Large, efficient companies are able to out-compete small start-ups, replacing the independent businesses in many markets. Multiply across the entire economy the effect of a Wal-Mart replacing the independent restaurant, grocery store, clothing store, florist, etc., in a town, and you can see how we end up with a downward trend in entrepreneurship over time.
That may be true. It seems to me that another likely contributor is the increased regulatory burden. It is well documented that regulation can increase industry concentration. Smaller firms typically bear significantly greater regulatory costs per employee than larger firms (see, e.g., this study), and regulatory costs can also increase start-up costs and serve as a barrier to entry. While the rate at which new regulations were adopted slowed somewhat in recent years at the federal level (see here), so long as the cumulative regulatory burden increases, I would expect it to depress small business creation and growth.
Going further than Adler, I attribute the whole sorry mess to the growth of government over the past century. And I fully expect the increased regulatory and tax burdens of Obamanomics to depress innovation, business expansion, business creation, job creation, and the rate of economic growth. As I say here,
Had the economy of the U.S. not been deflected from its post-Civil War course [by the advent of the regulatory-welfare state around 1900], GDP would now be more than three times its present level…. If that seems unbelievable to you, it shouldn’t: $100 compounded for 100 years at 4.4 percent amounts to $7,400; $100 compounded for 100 years at 3.1 percent amounts to $2,100. Nothing other than government intervention (or a catastrophe greater than any we have known) could have kept the economy from growing at more than 4 percent.
What’s next? Unless Obama’s megalomaniac plans are aborted by a reversal of the Republican Party’s fortunes, the U.S. will enter a new phase of economic growth — something close to stagnation. We will look back on the period from 1970 to 2008 [when GDP rose at an annual rate of 3.1 percent] with longing, as we plod along at a growth rate similar to that of 1908-1940, that is, about 2.2 percent.

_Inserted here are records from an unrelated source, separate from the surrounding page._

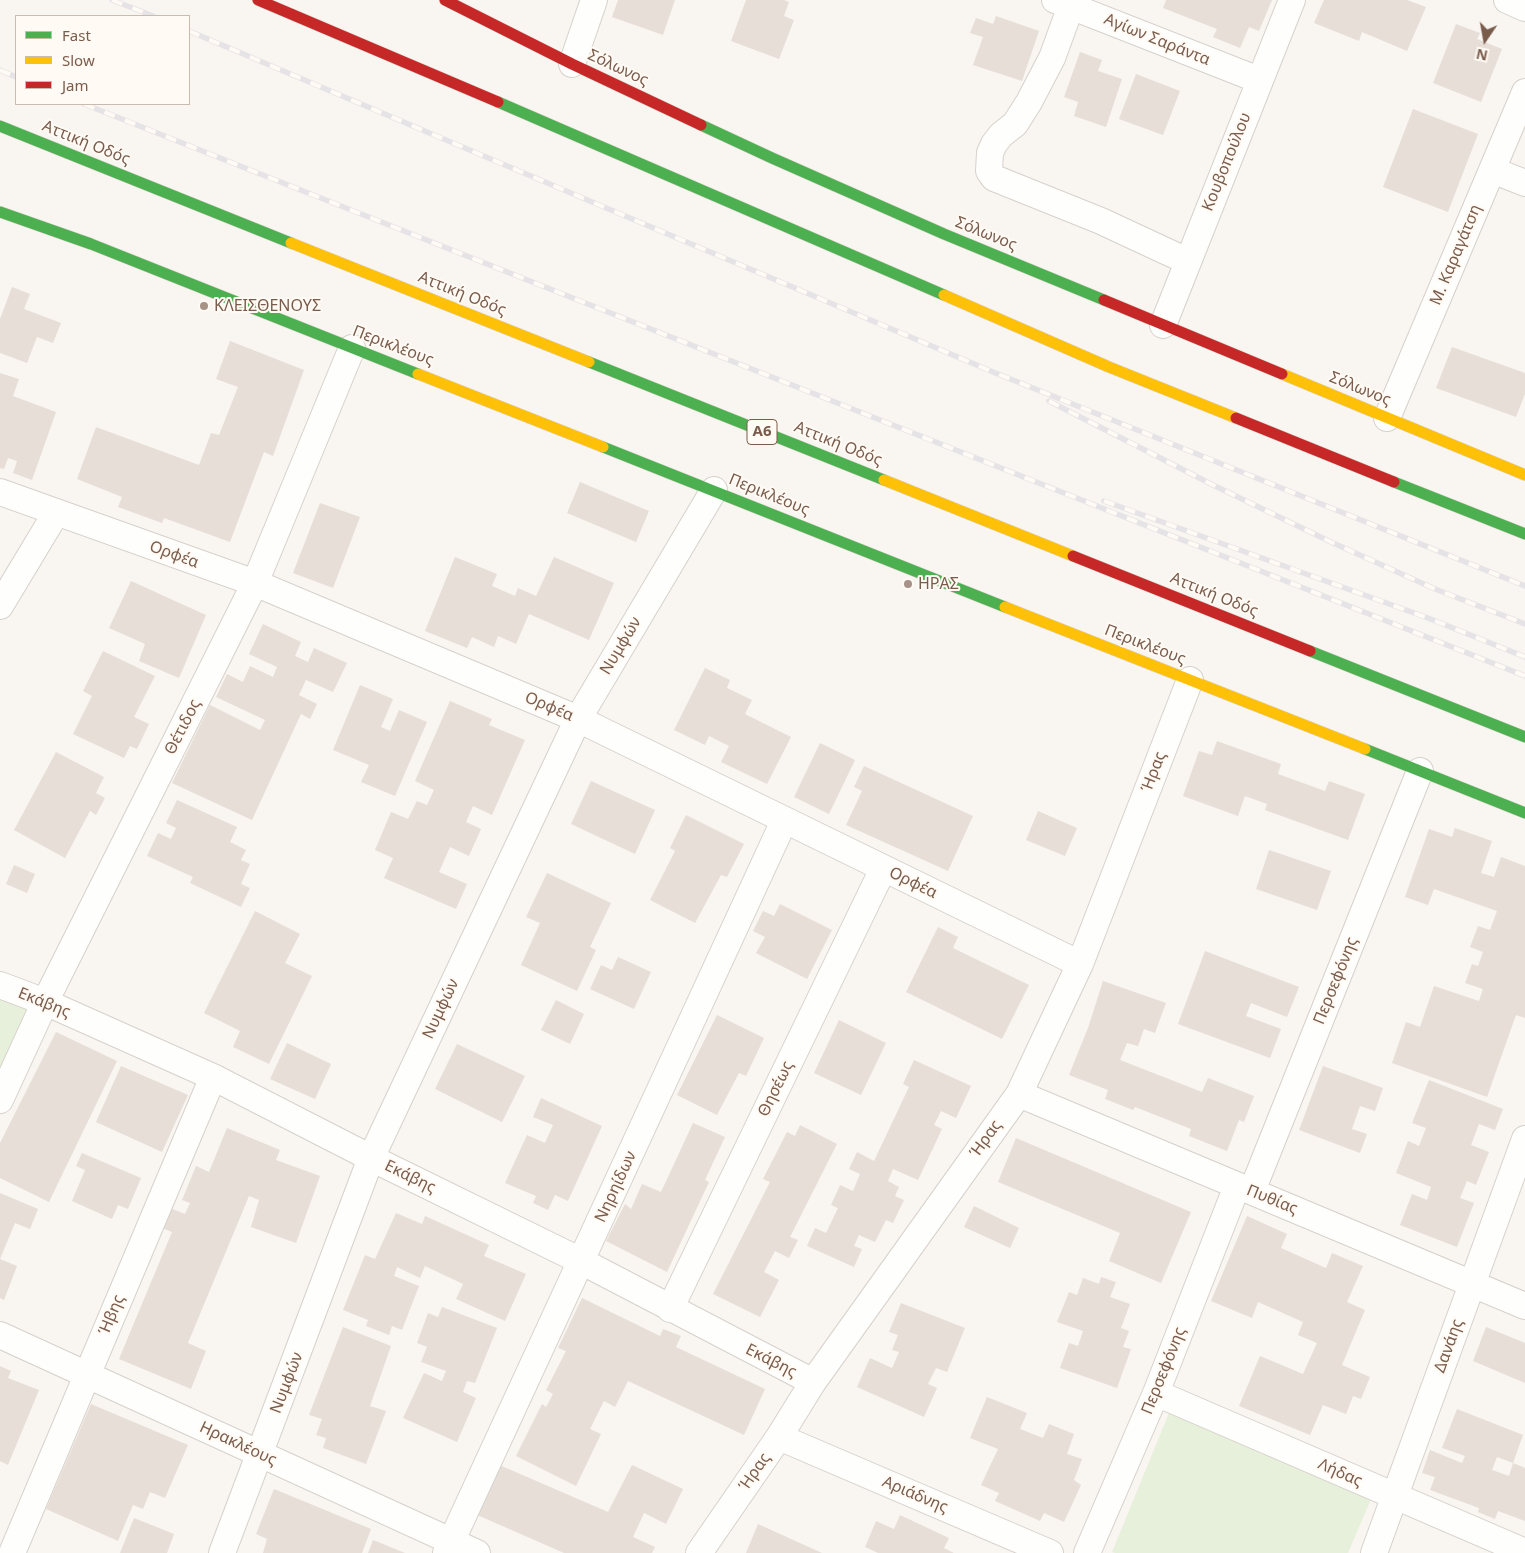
<!DOCTYPE html>
<meta charset="utf-8">
<style>
body{margin:0}
#map{position:relative;width:1525px;height:1553px;overflow:hidden;background:#f9f5f0;font-family:"Noto Sans",sans-serif}
canvas{display:block}
.legend{position:absolute;left:15px;top:15px;width:175px;height:90px;box-sizing:border-box;background:#fffaf3;border:1px solid #cabbb1;margin:0;padding:6px 9px;list-style:none;font-size:15px;color:#7a5c4d}
.legend li{display:flex;align-items:center;gap:10px;height:25px}
.legend b{width:25px;border:1px solid #cabbb1}
.north{position:absolute;left:1460px;top:15px;width:50px;height:50px;-webkit-text-stroke:4px #fffaf3;paint-order:stroke;rotate:192deg;font-size:14px;font-weight:700;line-height:20px;text-align:center;color:#7a5c4d}
.north::after{content:'';display:block;margin:auto;width:18px;height:22px;background:#7a5c4d;clip-path:polygon(50% 0,100% 100%,50% 72%,0 100%)}
</style>
<div id="map">
<canvas width="1525" height="1553"></canvas>
<ul class="legend">
<li><b style="height:6px;background:#4caf50"></b>Fast</li>
<li><b style="height:6px;background:#ffc107"></b>Slow</li>
<li><b style="height:6px;background:#c62828"></b>Jam</li>
</ul>
<div class="north">N</div>
</div>
<script>
const ctx = document.querySelector('canvas').getContext('2d');
ctx.lineJoin = 'round';
function fill(path, color) { ctx.fillStyle = color; ctx.fill(path, 'evenodd'); }
const toPath = rows => new Path2D(rows.map(r => 'M' + r).join(''));
function strokePath(path, color, width, dash) { ctx.strokeStyle = color; ctx.lineWidth = width; ctx.lineCap = dash ? 'butt' : 'round'; ctx.setLineDash(dash || []); ctx.stroke(path); }
function drawText(font, color, halo, rows, align = 'center') {
  ctx.font = font + ' "Noto Sans",sans-serif'; ctx.lineWidth = 4; ctx.setLineDash([]); ctx.textBaseline = 'middle'; ctx.strokeStyle = halo; ctx.fillStyle = color; for (const [text, x, y, turn = 0] of rows) {
    ctx.save(); ctx.translate(x, y); ctx.rotate((+turn || 0) * Math.PI / 180); ctx.textAlign = isNaN(turn) ? turn : align; if (halo) ctx.strokeText(text, 0, 0); ctx.fillText(text, 0, 0); ctx.restore();
  }
}
fill(toPath([
 [0,985,45,1002,0,1100],
 [1169,1413,1371,1499,1348,1553,1115,1553,1112,1552]
]), '#e7f0db');
fill(toPath([
 [618,0,675,0,663,35,612,17],
 [746,0,784,0,789,2,784,16,794,20,779,59,731,41],
 [1166,0,1272,0,1259,31,1249,27,1240,48,1213,37,1217,29,1163,8],
 [1324,0,1407,0,1426,7,1407,51,1362,32,1359,41,1314,23],
 [996,16,1039,31,1022,81,973,65,983,37,970,33,976,18,993,24],
 [1456,24,1480,33,1477,39,1502,49,1481,102,1433,83],
 [1080,52,1102,60,1098,71,1122,79,1106,127,1074,116,1078,102,1064,97],
 [1136,74,1180,91,1163,135,1119,119],
 [1413,109,1478,134,1448,212,1383,187],
 [12,287,30,294,24,309,61,323,53,343,37,337,27,363,0,353,0,319],
 [230,341,304,370,273,456,264,452,230,542,164,518,162,523,118,507,122,497,77,479,96,427,199,465,211,433,219,435,238,387,216,379],
 [1452,347,1525,373,1525,394,1516,417,1436,388],
 [0,373,19,379,13,396,56,412,32,480,13,473,17,461,8,458,4,469,0,468],
 [580,482,649,511,636,542,567,513],
 [320,503,360,517,333,588,293,573],
 [455,557,497,574,492,586,515,596,518,588,536,596,554,557,614,583,589,640,529,614,516,644,498,636,494,647,472,637,467,648,425,631],
 [131,581,206,615,179,678,139,661,145,644,109,628],
 [263,624,301,642,295,656,308,662,314,648,347,663,333,692,306,680,299,695,317,704,310,719,301,714,252,820,172,783,210,705,260,730,265,720,216,697,227,674,243,682,250,666,273,677,277,667,249,654],
 [103,651,155,676,134,717,149,724,137,749,130,746,124,758,73,734,92,696,83,691],
 [705,668,730,680,727,688,752,700,745,714,791,737,767,784,721,762,729,746,709,736,705,745,674,730],
 [360,685,393,699,381,727,390,731,399,710,427,722,395,796,361,782,369,765,333,750],
 [450,701,492,719,489,725,525,740,492,815,473,806,466,822,481,829,469,856,450,847,439,872,467,884,456,909,384,878,393,858,375,850,391,812,408,819,417,801,427,805,434,790,415,781],
 [1217,741,1281,764,1278,774,1325,791,1329,781,1365,794,1348,840,1265,810,1267,804,1245,796,1238,816,1183,796,1199,751,1212,755],
 [820,743,855,760,829,814,794,797],
 [56,752,104,777,96,793,105,798,96,815,90,811,65,858,14,830],
 [864,766,973,816,948,871,846,825,862,791,854,787],
 [591,781,655,810,635,854,571,824],
 [177,800,237,827,230,842,246,850,241,860,250,864,241,884,250,888,241,907,190,883,193,877,147,856,158,833,171,839,176,828,166,823],
 [1038,811,1077,828,1065,856,1026,840],
 [686,815,744,844,727,877,721,875,695,923,650,900,675,851,670,848],
 [1455,828,1492,841,1481,873,1494,877,1501,857,1525,866,1525,1018,1516,1015,1487,1097,1392,1063,1406,1022,1420,1027,1434,986,1479,1001,1483,989,1465,983,1472,964,1478,966,1483,952,1470,947,1478,926,1490,930,1497,911,1434,889,1428,905,1405,897,1429,829,1452,837],
 [1269,850,1331,871,1317,910,1256,889],
 [14,865,35,874,27,893,6,884],
 [547,873,611,903,590,947,596,950,577,991,521,965,540,923,526,917],
 [780,904,832,930,807,979,756,953,765,937,753,931,763,911,774,916],
 [255,911,300,934,285,963,312,976,269,1064,233,1047,240,1031,204,1013],
 [938,927,958,937,953,948,1029,985,1002,1039,906,992],
 [1205,951,1299,987,1287,1017,1251,1003,1246,1016,1281,1029,1270,1058,1178,1024],
 [618,957,651,972,634,1009,590,989,601,965,612,970],
 [1103,981,1166,1003,1155,1033,1144,1029,1138,1046,1127,1043,1120,1060,1202,1092,1208,1078,1254,1096,1244,1122,1239,1120,1227,1151,1189,1136,1191,1129,1135,1107,1133,1110,1105,1099,1108,1090,1069,1075,1088,1028],
 [556,1000,584,1014,570,1044,541,1030],
 [717,1015,764,1038,746,1076,739,1073,717,1115,677,1095],
 [839,1020,886,1043,861,1095,814,1073],
 [56,1032,117,1061,49,1202,0,1178,0,1143],
 [287,1043,331,1064,315,1099,270,1079],
 [457,1044,525,1076,502,1122,435,1089],
 [914,1060,971,1086,956,1118,941,1111,934,1125,942,1129,918,1180,893,1169,888,1181,899,1187,895,1196,904,1200,893,1223,886,1220,875,1242,859,1235,854,1246,862,1249,854,1267,807,1246,815,1228,826,1233,838,1208,831,1205,840,1185,853,1191,860,1174,849,1169,857,1152,874,1161,909,1087,903,1084],
 [121,1066,188,1095,162,1152,96,1122],
 [1323,1066,1383,1088,1375,1111,1360,1106,1352,1129,1367,1134,1360,1153,1299,1130],
 [1429,1080,1503,1109,1495,1130,1479,1124,1471,1145,1489,1152,1476,1185,1467,1181,1460,1198,1474,1203,1457,1247,1400,1225,1412,1194,1427,1200,1431,1187,1396,1173,1408,1141,1419,1146,1426,1128,1412,1123],
 [541,1098,602,1126,568,1201,555,1195,548,1210,533,1203,536,1196,505,1183,527,1135,545,1143,553,1125,533,1117],
 [693,1123,725,1137,705,1180,709,1182,667,1272,606,1241,625,1204,631,1209,642,1184,661,1192],
 [800,1125,837,1144,790,1237,798,1240,789,1258,775,1251,764,1272,779,1280,760,1317,713,1294,770,1182,763,1179,787,1132,795,1136],
 [227,1128,280,1150,276,1160,320,1176,296,1243,251,1227,259,1200,249,1196,188,1343,206,1351,191,1389,119,1359,172,1232,162,1228,170,1208,185,1214,190,1203,182,1200,196,1166,209,1172],
 [1016,1138,1191,1212,1161,1283,1109,1261,1120,1233,998,1182],
 [82,1153,141,1178,128,1209,118,1205,112,1219,72,1201,85,1170,76,1166],
 [0,1193,38,1209,30,1229,15,1223,0,1259,17,1266,4,1300,0,1298],
 [974,1206,1019,1228,1010,1248,964,1227],
 [396,1213,422,1224,425,1216,489,1245,484,1256,526,1274,505,1321,456,1299,463,1284,425,1266,420,1278,397,1267,394,1276,419,1286,402,1330,392,1326,389,1335,366,1326,368,1320,343,1310,365,1255,375,1259],
 [1247,1216,1287,1234,1281,1248,1326,1268,1332,1253,1363,1266,1347,1302,1365,1310,1342,1365,1370,1377,1361,1399,1353,1396,1346,1414,1323,1405,1310,1435,1239,1406,1260,1356,1303,1374,1317,1343,1298,1335,1303,1322,1258,1302,1252,1318,1211,1301],
 [1101,1277,1116,1282,1110,1297,1130,1304,1121,1328,1129,1331,1123,1347,1131,1349,1117,1388,1060,1368,1069,1343,1078,1346,1083,1331,1057,1322,1069,1292,1077,1295,1083,1278,1099,1284],
 [582,1298,660,1336,663,1329,681,1336,676,1347,765,1389,744,1435,628,1381,615,1407,604,1401,590,1429,601,1434,576,1486,516,1456,542,1404,546,1407,553,1394,546,1390,566,1351,558,1348],
 [901,1303,965,1328,947,1372,936,1368,928,1384,937,1388,924,1417,857,1387,870,1358,892,1368,899,1352,892,1350,898,1335,889,1332],
 [442,1307,497,1328,475,1383,467,1381,463,1392,476,1398,457,1442,403,1418,424,1373,442,1381,446,1371,421,1362,427,1347,417,1343,428,1313,438,1317],
 [343,1327,391,1346,370,1406,386,1411,366,1464,323,1448,326,1438,316,1435,322,1419,309,1415],
 [1486,1327,1525,1343,1525,1383,1473,1361],
 [0,1366,11,1371,8,1378,39,1390,8,1465,0,1461],
 [987,1397,1027,1413,1020,1429,1043,1438,1049,1424,1074,1434,1067,1454,1082,1459,1074,1480,1081,1485,1064,1522,1044,1513,1040,1521,995,1501,999,1493,981,1485,998,1449,970,1438],
 [91,1404,188,1445,165,1498,150,1492,143,1509,133,1505,118,1541,46,1509],
 [1457,1409,1523,1435,1513,1463,1497,1457,1492,1470,1509,1476,1513,1463,1525,1468,1525,1521,1498,1511,1495,1519,1478,1512,1479,1508,1430,1490,1435,1477,1422,1473,1430,1450,1462,1463,1465,1456,1442,1448],
 [497,1464,608,1512,632,1465,683,1489,666,1524,644,1513,633,1537,655,1547,652,1553,564,1553,475,1514],
 [274,1489,371,1529,362,1553,263,1553,267,1539,256,1534],
 [900,1515,949,1538,944,1548,954,1553,878,1553,865,1547,876,1521,894,1529],
 [134,1518,174,1534,167,1553,120,1553],
 [758,1524,822,1553,746,1553],
 [373,1540,405,1553,368,1553]
]), '#e6ded7');
const street = toPath([
 [1055,0,1259,80],
 [1507,0,1525,8],
 [1071,6,1052,58,1029,102,1015,124,1001,135,994,144,990,153,989,171,994,178,1101,221,1187,261],
 [572,64,594,0],
 [1492,170,1525,183],
 [1163,325,1292,0],
 [1387,418,1525,92],
 [0,492,255,583,578,719,1080,964],
 [0,606,56,513],
 [0,985,45,1002,213,1077,371,1158,581,1261,813,1382],
 [1019,1094,1525,1306],
 [0,1100,45,1002,255,583,352,348],
 [1252,1191,1420,771],
 [670,1309,883,869],
 [0,1335,477,1553],
 [1156,1393,1525,1552],
 [779,1437,1050,1553],
 [12,1553,213,1077],
 [222,1553,371,1158,578,719,714,490],
 [446,1553,784,821],
 [699,1553,779,1437,813,1382,1019,1094,1080,964,1190,680],
 [1087,1553,1156,1393,1237,1186],
 [1374,1553,1525,1139]
]);
const fast = toPath([
 [498,102,944,295],
 [701,125,772,158,944,234,1104,300],
 [0,126,291,243],
 [0,212,91,244,418,374],
 [589,362,884,480],
 [603,447,1005,607],
 [1394,482,1525,534],
 [1310,651,1525,737],
 [1365,749,1525,813]
]);
const slow = toPath([
 [291,243,589,362],
 [944,295,1109,367,1236,418],
 [418,374,603,447],
 [1282,374,1525,475],
 [884,480,1073,556],
 [1005,607,1365,749]
]);
const jam = toPath([
 [258,0,498,102],
 [445,0,572,64,701,125],
 [1104,300,1282,374],
 [1236,418,1394,482],
 [1073,556,1310,651]
]);
strokePath(street, '#d7d1cb', 28);
strokePath(fast, '#d9d2cb', 12);
strokePath(slow, '#d9d2cb', 12);
strokePath(jam, '#d9d2cb', 12);
strokePath(street, '#fefefd', 26);
strokePath(fast, '#4caf50', 11);
strokePath(slow, '#ffc107', 11);
strokePath(jam, '#c62828', 11);
const rail = toPath([
 [112,0,153,16],
 [189,31,993,372,1525,586],
 [0,70,16,77],
 [84,104,1525,676],
 [1049,401,1215,486,1331,542,1435,589,1525,624],
 [1104,501,1428,618,1525,657]
]);
strokePath(rail, '#e6e3e7', 5.5);
strokePath(rail, '#fffaf3', 4, [11]);
for (const [x, y, r, color] of [
 [204,306,5,"#a69286"],
 [908,584,5,"#a69286"]
]) { const dot = new Path2D(); dot.arc(x, y, r, 0, 2 * Math.PI); ctx.fillStyle = color; ctx.fill(dot); strokePath(dot, '#fffaf3', 2); }
for (const [x, y, w] of [
 [762,432,30]
]) { const box = new Path2D(); box.roundRect(x - w / 2, y - 12.5, w, 25, 4); ctx.fillStyle = '#fffaf3'; ctx.fill(box); strokePath(box, '#7a5c4d', 1); }
drawText('bold 15px', '#7a5c4d', null, [
 ["Α6",762,432]
]);
drawText('16px', '#7a5c4d', '#fffaf3', [
 ["Αγίων Σαράντα",1157,40,22],
 ["Σόλωνος",618,68,25],
 ["Αττική Οδός",86,143,22],
 ["Κουβοπούλου",1227,162,-68],
 ["Σόλωνος",986,234,22],
 ["Μ. Καραγάτση",1456,255,-67],
 ["Αττική Οδός",462,294,22],
 ["Περικλέους",393,346,21],
 ["Σόλωνος",1360,389,22],
 ["Αττική Οδός",838,444,22],
 ["Περικλέους",769,495,22],
 ["Ορφέα",174,555,20],
 ["Αττική Οδός",1214,595,22],
 ["Περικλέους",1145,645,21],
 ["Νυμφών",621,646,-59],
 ["Ορφέα",549,707,23],
 ["Θέτιδος",183,727,-63],
 ["Ήρας",1154,772,-69],
 ["Ορφέα",913,883,26],
 ["Περσεφόνης",1336,981,-68],
 ["Εκάβης",44,1003,22],
 ["Νυμφών",441,1009,-65],
 ["Θησέως",776,1089,-64],
 ["Ήρας",986,1139,-54],
 ["Εκάβης",410,1177,26],
 ["Νηρηίδων",616,1187,-65],
 ["Πυθίας",1272,1200,22],
 ["Ήβης",112,1315,-67],
 ["Δανάης",1449,1346,-70],
 ["Εκάβης",771,1361,27],
 ["Περσεφόνης",1164,1371,-68],
 ["Νυμφών",287,1383,-69],
 ["Ηρακλέους",238,1444,25],
 ["Ήρας",755,1472,-55],
 ["Λήδας",1340,1473,24],
 ["Αριάδνης",915,1495,23]
]);
drawText('16px', '#7a5c4d', '#fffaf3', [
 ["ΚΛΕΙΣΘΕΝΟΥΣ",214,306],
 ["ΗΡΑΣ",918,584]
], 'left');
</script>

Thus:
- If GDP grows at 2.2 percent through 2108, it will be 58 percent lower than if we plod on at 3.1 percent.
- If GDP grows at 2.2 percent for through 2108, it will be only 4 percent of what it would have been had it continued to grow at 4.4 percent after 1907.
The latter disparity may seem incredible, but scan the lists here and you will find even greater cross-national disparities in per capita GDP. Go here and you will find that real, per capita GDP in 1790 was only 3.3 percent of the value it had attained 201 years later. Our present level of output seems incredible to citizens of impoverished nations, and it would seem no less incredible to an American of 201 years ago. But vast disparities can and do exist, across nations and time. We have every reason to believe in a sustained growth rate of 4.4 percent, as against one of 2.2 percent, because we have experienced both.